**Task item**
Exactly the lines below from the one with "What data does the map show?" up to and including the one with "Input: one rendered map. What" make up the answer, with nothing else added.

[Recorded data]
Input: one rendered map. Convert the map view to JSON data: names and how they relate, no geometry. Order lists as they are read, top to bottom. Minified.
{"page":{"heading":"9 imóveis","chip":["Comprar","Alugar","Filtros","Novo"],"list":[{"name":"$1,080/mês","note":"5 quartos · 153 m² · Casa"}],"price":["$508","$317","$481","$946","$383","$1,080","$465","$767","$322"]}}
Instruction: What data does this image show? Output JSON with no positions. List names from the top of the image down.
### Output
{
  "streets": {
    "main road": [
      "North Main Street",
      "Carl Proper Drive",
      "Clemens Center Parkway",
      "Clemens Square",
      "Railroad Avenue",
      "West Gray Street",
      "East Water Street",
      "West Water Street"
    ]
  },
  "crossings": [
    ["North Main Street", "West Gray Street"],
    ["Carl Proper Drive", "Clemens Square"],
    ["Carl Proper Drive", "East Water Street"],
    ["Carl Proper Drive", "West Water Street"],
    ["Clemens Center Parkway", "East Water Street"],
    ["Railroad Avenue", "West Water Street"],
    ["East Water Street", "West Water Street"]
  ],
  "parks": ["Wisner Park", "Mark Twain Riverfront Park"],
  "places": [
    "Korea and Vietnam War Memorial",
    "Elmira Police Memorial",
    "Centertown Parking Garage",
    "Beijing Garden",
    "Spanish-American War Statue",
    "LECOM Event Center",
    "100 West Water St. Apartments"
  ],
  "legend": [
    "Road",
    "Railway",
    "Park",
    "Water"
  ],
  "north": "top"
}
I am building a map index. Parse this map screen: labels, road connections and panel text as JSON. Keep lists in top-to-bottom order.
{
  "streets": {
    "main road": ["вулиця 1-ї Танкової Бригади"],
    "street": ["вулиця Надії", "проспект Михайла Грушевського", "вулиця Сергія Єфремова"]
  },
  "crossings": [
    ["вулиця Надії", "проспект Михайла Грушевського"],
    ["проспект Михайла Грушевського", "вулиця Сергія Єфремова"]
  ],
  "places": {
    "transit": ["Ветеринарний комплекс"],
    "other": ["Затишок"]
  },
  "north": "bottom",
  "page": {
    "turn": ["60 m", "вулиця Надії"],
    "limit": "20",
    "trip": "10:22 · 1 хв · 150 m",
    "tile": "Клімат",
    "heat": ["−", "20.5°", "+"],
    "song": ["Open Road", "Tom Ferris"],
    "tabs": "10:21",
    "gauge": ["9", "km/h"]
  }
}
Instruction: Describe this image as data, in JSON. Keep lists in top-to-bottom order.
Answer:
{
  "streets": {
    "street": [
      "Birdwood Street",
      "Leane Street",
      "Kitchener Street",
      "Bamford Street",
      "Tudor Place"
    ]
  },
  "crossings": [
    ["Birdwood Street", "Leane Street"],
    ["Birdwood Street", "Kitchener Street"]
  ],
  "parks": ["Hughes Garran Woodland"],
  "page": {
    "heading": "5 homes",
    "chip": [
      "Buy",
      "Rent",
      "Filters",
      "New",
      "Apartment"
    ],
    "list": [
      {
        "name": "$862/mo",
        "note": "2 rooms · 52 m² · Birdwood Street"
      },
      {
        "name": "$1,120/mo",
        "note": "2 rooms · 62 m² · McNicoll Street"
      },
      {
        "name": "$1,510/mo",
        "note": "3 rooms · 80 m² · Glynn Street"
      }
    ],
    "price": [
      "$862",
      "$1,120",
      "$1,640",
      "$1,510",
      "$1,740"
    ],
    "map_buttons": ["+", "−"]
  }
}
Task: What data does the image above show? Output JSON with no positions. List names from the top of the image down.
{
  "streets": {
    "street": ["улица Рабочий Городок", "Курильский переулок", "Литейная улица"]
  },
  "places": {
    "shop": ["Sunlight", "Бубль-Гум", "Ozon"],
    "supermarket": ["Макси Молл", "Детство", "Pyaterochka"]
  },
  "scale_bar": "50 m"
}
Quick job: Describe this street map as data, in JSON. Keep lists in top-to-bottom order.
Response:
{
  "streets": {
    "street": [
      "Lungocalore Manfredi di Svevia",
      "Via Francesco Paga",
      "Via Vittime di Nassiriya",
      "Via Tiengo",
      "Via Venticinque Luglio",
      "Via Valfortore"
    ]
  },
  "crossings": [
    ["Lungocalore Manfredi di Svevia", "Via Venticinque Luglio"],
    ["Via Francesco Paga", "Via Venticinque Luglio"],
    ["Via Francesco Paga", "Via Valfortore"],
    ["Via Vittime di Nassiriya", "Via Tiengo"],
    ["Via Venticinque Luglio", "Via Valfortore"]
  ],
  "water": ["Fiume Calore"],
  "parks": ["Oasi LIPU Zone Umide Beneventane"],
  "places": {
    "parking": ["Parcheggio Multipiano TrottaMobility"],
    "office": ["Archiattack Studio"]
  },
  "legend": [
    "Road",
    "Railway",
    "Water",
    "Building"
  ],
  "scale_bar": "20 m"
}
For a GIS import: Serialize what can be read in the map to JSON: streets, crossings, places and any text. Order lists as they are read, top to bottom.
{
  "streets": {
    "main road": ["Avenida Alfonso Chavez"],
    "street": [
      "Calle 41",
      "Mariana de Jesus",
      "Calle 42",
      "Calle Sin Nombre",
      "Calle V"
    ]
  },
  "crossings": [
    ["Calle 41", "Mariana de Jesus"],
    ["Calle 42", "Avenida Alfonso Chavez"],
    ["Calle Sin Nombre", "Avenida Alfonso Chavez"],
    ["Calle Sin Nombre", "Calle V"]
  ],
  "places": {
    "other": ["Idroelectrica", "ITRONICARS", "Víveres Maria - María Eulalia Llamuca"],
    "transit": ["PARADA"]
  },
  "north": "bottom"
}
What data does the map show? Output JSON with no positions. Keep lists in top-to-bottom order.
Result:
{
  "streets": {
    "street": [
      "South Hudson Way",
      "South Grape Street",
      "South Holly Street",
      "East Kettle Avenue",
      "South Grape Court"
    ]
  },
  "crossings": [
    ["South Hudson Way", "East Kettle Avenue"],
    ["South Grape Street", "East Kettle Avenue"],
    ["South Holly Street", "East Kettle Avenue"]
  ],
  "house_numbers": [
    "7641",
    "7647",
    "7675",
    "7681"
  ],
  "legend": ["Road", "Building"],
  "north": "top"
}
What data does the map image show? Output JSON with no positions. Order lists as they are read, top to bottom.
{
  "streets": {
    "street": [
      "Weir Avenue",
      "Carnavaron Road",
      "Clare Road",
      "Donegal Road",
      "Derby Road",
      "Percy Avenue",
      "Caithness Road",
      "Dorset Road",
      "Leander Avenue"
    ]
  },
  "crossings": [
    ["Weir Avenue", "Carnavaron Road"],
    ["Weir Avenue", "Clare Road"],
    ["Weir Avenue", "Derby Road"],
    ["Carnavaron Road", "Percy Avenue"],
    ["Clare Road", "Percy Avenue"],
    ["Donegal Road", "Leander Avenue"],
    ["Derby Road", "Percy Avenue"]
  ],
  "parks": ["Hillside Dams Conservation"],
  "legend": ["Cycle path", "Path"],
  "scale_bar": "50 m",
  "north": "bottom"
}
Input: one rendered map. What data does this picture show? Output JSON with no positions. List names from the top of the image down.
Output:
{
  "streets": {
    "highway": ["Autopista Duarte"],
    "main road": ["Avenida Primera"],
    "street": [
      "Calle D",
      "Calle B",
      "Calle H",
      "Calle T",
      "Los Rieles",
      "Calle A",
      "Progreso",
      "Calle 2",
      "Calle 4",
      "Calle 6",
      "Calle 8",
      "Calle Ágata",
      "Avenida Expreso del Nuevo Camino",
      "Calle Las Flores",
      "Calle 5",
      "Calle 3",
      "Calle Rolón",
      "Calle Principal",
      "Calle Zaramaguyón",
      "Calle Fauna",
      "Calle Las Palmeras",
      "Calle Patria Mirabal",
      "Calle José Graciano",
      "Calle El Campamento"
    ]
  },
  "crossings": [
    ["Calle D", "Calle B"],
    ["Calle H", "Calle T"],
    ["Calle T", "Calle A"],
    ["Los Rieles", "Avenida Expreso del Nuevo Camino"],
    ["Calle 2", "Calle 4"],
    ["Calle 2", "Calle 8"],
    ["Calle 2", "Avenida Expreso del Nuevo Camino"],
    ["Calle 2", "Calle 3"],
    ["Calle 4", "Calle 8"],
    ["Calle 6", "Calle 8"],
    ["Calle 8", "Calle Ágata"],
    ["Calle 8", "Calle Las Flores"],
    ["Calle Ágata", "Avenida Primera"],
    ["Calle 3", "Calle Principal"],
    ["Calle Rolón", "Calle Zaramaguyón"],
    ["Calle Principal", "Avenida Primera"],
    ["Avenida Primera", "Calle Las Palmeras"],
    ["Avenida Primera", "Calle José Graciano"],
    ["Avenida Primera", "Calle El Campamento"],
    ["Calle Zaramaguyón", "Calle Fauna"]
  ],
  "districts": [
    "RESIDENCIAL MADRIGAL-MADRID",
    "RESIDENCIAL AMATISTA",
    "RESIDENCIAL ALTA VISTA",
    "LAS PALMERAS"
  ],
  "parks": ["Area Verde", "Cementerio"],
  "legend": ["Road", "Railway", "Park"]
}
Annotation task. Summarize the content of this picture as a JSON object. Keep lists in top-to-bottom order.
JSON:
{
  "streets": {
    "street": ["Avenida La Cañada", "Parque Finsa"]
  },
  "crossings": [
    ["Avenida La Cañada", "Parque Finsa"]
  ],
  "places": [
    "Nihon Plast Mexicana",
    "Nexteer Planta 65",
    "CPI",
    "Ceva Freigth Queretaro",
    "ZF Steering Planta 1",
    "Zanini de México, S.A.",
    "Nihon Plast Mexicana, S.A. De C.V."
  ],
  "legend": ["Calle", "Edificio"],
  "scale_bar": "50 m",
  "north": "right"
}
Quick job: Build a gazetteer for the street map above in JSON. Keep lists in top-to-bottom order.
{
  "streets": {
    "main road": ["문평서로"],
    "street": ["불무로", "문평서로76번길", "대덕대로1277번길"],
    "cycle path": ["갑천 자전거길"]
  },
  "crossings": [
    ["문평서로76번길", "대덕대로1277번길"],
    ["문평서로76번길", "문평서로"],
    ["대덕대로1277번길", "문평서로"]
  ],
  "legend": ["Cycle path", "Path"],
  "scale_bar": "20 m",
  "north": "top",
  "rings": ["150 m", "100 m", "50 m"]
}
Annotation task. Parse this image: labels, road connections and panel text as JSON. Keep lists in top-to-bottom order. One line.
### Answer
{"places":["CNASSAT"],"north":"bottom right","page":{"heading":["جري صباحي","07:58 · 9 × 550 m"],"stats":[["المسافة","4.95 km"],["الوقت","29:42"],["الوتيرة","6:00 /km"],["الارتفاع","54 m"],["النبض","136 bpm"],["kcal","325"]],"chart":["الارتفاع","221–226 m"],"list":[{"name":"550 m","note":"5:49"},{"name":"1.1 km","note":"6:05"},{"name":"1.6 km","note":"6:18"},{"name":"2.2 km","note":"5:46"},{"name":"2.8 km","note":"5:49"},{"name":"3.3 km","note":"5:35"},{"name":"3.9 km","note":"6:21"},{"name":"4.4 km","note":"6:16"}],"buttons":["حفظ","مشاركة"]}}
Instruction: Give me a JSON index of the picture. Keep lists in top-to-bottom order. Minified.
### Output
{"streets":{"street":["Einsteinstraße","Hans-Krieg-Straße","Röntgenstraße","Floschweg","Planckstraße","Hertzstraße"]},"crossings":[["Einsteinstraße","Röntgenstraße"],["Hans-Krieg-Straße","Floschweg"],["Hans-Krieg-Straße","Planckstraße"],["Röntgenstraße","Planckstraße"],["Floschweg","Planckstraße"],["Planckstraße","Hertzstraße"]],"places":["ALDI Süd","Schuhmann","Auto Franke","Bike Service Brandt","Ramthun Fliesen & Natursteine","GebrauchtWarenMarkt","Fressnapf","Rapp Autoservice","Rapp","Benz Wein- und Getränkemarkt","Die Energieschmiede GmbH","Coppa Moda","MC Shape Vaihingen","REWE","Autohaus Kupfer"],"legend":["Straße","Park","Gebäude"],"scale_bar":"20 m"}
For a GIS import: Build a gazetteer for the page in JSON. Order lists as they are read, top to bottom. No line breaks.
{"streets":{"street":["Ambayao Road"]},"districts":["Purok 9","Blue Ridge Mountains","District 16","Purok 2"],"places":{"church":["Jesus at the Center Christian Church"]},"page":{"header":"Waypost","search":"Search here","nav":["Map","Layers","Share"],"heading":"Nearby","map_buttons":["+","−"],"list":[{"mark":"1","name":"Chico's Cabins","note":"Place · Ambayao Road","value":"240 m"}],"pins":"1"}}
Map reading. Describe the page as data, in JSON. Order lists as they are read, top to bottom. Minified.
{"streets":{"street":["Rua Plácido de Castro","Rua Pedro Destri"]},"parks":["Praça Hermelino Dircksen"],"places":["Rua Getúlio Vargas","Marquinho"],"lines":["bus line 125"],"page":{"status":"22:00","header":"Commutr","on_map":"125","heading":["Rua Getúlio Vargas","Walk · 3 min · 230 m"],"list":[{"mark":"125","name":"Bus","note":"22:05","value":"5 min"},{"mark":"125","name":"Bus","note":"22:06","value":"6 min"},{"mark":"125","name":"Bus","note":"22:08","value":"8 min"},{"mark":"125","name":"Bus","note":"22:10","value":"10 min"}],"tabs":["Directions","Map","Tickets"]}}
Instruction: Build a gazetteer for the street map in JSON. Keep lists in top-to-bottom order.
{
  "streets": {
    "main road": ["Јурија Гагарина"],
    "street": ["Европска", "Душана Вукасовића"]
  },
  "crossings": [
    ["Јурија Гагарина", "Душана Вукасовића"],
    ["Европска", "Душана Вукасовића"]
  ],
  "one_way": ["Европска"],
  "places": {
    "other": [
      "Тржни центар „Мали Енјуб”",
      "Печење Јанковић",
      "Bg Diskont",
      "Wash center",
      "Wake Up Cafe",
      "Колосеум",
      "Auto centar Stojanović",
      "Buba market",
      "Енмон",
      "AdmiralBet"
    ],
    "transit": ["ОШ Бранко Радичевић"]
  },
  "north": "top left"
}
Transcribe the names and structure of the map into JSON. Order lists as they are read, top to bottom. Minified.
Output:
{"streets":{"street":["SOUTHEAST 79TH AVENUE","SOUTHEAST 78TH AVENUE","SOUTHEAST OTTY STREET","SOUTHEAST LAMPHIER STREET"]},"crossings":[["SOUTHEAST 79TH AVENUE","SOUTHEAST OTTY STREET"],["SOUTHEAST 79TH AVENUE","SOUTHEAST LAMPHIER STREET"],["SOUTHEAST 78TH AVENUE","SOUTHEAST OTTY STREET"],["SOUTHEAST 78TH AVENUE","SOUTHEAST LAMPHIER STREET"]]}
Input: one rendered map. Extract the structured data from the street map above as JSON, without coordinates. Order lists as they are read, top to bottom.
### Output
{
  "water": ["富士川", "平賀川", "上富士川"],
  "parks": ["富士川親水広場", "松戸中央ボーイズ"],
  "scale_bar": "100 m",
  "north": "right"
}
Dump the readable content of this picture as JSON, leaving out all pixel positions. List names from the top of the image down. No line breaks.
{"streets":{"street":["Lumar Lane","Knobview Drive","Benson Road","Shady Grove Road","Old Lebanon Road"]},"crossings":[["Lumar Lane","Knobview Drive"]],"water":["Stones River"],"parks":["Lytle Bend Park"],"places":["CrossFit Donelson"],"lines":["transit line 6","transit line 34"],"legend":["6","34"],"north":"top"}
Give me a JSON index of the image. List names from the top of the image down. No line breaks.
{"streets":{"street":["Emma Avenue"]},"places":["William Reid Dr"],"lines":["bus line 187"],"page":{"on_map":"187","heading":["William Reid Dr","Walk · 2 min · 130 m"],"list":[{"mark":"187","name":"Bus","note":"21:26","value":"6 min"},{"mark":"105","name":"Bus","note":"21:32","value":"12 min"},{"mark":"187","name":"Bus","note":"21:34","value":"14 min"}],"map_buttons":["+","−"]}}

**Final answer**
What data does the map show? Output JSON with no positions. Keep lists in top-to-bottom order.
Result:
{
  "streets": {
    "street": [
      "South Hudson Way",
      "South Grape Street",
      "South Holly Street",
      "East Kettle Avenue",
      "South Grape Court"
    ]
  },
  "crossings": [
    ["South Hudson Way", "East Kettle Avenue"],
    ["South Grape Street", "East Kettle Avenue"],
    ["South Holly Street", "East Kettle Avenue"]
  ],
  "house_numbers": [
    "7641",
    "7647",
    "7675",
    "7681"
  ],
  "legend": ["Road", "Building"],
  "north": "top"
}
What data does the map image show? Output JSON with no positions. Order lists as they are read, top to bottom.
{
  "streets": {
    "street": [
      "Weir Avenue",
      "Carnavaron Road",
      "Clare Road",
      "Donegal Road",
      "Derby Road",
      "Percy Avenue",
      "Caithness Road",
      "Dorset Road",
      "Leander Avenue"
    ]
  },
  "crossings": [
    ["Weir Avenue", "Carnavaron Road"],
    ["Weir Avenue", "Clare Road"],
    ["Weir Avenue", "Derby Road"],
    ["Carnavaron Road", "Percy Avenue"],
    ["Clare Road", "Percy Avenue"],
    ["Donegal Road", "Leander Avenue"],
    ["Derby Road", "Percy Avenue"]
  ],
  "parks": ["Hillside Dams Conservation"],
  "legend": ["Cycle path", "Path"],
  "scale_bar": "50 m",
  "north": "bottom"
}
Input: one rendered map. What data does this picture show? Output JSON with no positions. List names from the top of the image down.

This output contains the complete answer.